Linear Systems Tutorial
authored by David Knill (1/17/98)
A linear
system is characterized by a linear transformation or operator, T(.) that maps
an input function, f(x), to an output function, g(x):
g(x) = T{f(x)},
In order to be linear, the transformation T(.) must
satisfy the principle of superposition. Superposition has two parts: additivity and homogeneity.
A transformation is additive if the transformation of the
sum of two functions is equal to the sum of the transformation of the
individual functions.
T{f1(x) + f2(x)} =
T{f1(x)} + T{f2(x)}
A transformation is homogeneous if the transformation of
a scaled version of a function is equal to the scaled transformation of the
function
T{a f(x)} = a T{f(x)}
Linear systems may be continuous or discrete; that is
they may have continuous functions as inputs and outputs (e.g. electrical
circuits), or they may have discrete
functions as inputs and outputs. Discrete functions are functions which
may be represented by sequences of
numbers (possibly infinite).
When modeling continuous systems, one is typically forced
to approximate them by discrete systems, in order to represent them in a
computer system. Moreover, since
no computer can represent an infinite sequence of numbers (with the
exception of periodic sequences), we are also forced to
approximate systems as being finite, discrete systems.
For such systems, the inputs and outputs can be represented by vectors. The transformation
computed by any linear discrete system can be represented by a matrix; that is,
if f is an input vector and g is the vector output of the system,
g
= Af,
where A is known as the system matrix.
Knowing that a system is linear is a great help in
building a compact model of the system which we can use to predict the output
of the system to any input - All we need do is specify the system matrix.
In this tutorial, we will use the specific example of
image formation in an optical system as an example through which to learn the
basics of linear systems. We will
begin by stepping through the example experiment described in Chapter 2
of Wandell - measuring the line spread function of the human eye.

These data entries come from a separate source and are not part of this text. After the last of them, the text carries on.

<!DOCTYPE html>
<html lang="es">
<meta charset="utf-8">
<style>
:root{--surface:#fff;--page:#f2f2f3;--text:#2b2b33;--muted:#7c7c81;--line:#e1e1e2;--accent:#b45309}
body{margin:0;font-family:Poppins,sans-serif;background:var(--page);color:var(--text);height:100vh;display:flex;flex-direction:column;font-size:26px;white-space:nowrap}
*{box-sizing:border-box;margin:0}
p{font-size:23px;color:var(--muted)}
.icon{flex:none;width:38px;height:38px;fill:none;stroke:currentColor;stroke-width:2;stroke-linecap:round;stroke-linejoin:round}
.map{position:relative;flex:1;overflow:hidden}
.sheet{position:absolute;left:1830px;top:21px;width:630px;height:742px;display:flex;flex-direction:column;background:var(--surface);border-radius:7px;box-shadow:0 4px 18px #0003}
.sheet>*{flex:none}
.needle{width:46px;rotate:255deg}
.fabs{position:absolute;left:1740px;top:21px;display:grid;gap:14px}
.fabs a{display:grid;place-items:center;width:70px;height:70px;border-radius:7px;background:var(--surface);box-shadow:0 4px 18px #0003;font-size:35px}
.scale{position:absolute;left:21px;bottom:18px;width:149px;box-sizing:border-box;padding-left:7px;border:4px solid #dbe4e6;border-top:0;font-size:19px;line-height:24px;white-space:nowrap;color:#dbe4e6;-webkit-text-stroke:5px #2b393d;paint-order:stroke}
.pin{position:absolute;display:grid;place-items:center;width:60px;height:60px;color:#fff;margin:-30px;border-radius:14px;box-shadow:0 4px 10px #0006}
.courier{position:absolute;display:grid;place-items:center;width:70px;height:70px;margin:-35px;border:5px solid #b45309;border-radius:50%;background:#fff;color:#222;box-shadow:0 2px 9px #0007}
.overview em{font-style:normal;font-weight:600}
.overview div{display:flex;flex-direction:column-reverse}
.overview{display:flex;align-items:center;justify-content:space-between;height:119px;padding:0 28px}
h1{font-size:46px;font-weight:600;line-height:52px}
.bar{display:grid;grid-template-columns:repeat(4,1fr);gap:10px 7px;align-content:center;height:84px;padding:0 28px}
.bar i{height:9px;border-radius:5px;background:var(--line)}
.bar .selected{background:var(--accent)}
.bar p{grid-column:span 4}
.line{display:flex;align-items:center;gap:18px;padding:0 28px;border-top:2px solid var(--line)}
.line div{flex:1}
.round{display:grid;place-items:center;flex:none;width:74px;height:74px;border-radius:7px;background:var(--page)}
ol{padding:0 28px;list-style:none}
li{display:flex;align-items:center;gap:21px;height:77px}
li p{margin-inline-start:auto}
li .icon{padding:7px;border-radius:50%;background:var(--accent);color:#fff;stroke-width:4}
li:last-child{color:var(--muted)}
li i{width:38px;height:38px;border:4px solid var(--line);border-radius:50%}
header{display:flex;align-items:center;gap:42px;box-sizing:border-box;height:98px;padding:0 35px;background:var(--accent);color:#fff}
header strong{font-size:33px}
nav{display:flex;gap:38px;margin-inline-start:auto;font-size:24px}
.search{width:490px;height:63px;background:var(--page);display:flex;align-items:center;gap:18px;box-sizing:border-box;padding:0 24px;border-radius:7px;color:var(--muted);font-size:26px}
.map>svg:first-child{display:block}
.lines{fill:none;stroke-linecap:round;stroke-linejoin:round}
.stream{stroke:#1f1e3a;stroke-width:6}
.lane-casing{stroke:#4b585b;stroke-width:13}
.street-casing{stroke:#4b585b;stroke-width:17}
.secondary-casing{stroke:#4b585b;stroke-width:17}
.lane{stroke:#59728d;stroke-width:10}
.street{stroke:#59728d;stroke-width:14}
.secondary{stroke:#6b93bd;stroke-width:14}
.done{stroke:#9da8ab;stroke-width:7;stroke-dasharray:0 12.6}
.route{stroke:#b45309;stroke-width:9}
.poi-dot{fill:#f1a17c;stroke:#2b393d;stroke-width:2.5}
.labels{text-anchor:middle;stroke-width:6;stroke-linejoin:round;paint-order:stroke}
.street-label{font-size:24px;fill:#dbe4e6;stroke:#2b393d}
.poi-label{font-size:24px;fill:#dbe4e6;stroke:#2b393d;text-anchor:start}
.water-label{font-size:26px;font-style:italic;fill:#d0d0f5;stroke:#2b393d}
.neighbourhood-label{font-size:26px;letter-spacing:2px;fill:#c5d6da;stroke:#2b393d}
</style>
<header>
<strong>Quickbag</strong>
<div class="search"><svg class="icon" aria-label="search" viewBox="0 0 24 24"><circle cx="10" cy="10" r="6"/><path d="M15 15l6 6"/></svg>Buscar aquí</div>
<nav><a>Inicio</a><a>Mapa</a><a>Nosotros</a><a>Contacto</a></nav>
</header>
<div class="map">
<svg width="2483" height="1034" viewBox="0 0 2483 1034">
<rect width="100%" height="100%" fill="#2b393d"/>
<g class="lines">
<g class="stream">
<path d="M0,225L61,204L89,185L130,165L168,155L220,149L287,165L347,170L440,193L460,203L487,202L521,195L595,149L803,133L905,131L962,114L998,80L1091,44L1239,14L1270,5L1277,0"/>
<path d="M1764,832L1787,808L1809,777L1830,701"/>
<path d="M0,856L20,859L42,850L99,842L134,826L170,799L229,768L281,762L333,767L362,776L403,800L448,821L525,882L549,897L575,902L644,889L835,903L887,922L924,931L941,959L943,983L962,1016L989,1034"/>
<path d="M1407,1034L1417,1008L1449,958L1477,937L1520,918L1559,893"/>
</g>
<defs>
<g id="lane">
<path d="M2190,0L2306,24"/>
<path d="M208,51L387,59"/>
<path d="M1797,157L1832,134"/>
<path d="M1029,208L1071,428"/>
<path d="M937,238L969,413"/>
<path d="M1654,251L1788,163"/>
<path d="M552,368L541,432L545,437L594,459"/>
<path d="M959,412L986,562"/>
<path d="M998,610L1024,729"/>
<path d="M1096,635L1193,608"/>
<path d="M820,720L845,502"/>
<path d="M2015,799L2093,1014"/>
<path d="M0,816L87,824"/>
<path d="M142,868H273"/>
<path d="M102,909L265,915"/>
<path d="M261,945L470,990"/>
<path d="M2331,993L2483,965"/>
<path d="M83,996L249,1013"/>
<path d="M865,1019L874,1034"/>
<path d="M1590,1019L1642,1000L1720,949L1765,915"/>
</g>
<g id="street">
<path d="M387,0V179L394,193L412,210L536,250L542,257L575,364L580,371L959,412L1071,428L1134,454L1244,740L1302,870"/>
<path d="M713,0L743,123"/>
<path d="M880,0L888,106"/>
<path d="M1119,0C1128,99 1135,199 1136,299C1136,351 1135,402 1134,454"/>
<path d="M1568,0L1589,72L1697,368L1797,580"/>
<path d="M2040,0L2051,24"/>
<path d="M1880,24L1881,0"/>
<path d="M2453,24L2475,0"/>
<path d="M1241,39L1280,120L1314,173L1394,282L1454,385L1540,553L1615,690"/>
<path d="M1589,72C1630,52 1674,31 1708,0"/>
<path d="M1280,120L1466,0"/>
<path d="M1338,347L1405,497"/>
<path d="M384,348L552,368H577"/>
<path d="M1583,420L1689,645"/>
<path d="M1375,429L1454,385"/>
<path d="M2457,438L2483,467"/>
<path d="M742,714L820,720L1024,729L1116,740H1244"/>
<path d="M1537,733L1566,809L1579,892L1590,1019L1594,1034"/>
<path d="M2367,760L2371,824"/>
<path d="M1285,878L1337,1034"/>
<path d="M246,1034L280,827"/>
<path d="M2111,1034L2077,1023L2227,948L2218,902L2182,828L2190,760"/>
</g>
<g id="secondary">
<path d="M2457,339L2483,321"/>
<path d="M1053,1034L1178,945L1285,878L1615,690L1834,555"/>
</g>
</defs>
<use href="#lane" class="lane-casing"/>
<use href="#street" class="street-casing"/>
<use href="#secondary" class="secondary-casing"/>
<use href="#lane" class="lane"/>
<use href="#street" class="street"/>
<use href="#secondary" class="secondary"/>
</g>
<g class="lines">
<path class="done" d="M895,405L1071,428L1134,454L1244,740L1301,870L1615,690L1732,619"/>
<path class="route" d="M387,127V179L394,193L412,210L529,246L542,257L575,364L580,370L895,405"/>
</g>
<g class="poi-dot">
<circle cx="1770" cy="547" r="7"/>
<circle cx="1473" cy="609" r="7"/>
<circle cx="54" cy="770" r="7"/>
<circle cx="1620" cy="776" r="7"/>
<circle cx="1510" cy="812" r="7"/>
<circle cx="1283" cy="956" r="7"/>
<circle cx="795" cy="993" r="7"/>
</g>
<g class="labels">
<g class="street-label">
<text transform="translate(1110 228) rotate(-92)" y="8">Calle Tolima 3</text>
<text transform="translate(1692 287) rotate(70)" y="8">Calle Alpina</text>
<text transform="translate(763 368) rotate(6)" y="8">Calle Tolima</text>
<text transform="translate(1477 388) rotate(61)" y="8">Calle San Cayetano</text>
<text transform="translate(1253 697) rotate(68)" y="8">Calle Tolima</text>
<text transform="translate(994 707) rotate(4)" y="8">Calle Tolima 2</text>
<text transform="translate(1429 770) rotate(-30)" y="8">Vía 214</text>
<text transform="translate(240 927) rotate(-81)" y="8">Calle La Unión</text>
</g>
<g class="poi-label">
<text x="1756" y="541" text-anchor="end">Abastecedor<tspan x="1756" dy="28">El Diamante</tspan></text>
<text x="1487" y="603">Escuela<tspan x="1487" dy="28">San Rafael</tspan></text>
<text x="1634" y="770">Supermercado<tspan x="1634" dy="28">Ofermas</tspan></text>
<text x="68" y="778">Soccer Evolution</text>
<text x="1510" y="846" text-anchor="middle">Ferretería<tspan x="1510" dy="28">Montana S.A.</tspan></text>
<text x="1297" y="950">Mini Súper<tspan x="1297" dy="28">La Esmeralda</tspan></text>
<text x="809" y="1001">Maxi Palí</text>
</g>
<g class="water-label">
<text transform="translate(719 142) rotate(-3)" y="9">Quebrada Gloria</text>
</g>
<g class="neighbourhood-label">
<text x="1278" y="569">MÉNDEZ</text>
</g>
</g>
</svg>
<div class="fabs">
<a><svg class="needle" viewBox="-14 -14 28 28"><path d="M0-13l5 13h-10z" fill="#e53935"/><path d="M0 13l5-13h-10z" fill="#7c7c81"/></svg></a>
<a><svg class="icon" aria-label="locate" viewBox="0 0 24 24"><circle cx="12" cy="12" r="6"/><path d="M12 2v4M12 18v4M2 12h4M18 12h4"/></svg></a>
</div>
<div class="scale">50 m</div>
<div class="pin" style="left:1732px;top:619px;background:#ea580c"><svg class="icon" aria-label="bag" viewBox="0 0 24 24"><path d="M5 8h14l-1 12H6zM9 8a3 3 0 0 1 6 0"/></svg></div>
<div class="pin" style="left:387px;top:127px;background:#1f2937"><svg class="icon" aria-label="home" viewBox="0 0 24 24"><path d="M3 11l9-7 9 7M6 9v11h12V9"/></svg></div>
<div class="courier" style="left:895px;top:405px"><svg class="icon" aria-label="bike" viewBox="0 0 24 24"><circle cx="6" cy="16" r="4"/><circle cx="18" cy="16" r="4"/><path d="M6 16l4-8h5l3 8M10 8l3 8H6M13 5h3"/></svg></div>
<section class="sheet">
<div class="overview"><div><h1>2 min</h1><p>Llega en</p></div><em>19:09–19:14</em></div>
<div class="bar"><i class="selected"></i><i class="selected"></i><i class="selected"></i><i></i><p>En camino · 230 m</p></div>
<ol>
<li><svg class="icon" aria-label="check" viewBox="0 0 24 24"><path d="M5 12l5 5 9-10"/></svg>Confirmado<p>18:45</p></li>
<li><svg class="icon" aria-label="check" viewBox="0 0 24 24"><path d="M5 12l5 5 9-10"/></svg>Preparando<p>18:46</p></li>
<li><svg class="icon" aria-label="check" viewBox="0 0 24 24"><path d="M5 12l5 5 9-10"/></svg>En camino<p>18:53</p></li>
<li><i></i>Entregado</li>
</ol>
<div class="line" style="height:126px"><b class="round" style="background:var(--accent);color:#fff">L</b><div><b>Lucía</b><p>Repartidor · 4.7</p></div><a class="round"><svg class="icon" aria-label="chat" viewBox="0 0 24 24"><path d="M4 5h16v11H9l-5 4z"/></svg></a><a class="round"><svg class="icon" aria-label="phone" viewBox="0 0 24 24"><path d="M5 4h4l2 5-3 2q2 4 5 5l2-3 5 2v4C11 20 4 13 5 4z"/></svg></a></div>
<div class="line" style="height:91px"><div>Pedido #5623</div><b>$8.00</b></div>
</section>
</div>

From the point of view of linear systems analysis, we can
think of the goal of the experiment described in Wandell's book to be to
determine the system matrix for the human eye - a matrix which, when applied to
a discrete representation of an
input image gives as output a discrete representation of the pattern of light
which appears on the retina. To see how to do this quickly, note that if we
apply a matrix to the vector [1,0,0,...,0], we obtain the first column of the
matrix. This is shown in the following example (imagine that A is some unknown
system matrix)
A = [.1,0,0;.2,.1,0;.5,.2,.2;.3,.5,.5;0,.1,.3;0,0,0];
f1 = [1,0,0]';
A*f1
Note that the result is the first column of A.
Exercise 1
Find the
second and third columns of A using a similar method
Considering only one-dimensional images for the moment
(e.g. patterns of vertical lines), we can understand how images are formed at
the retina by measuring the pattern of light appearing at the retina in
response to each of a set of vertical lines of unit intensity placed at
different horizontal positions on a computer screen. Each of these lines is
represented by a vector, [0,0,...0,1,0,...,0.0], where the position of the 1 in
the vector corresponds to the position of the line.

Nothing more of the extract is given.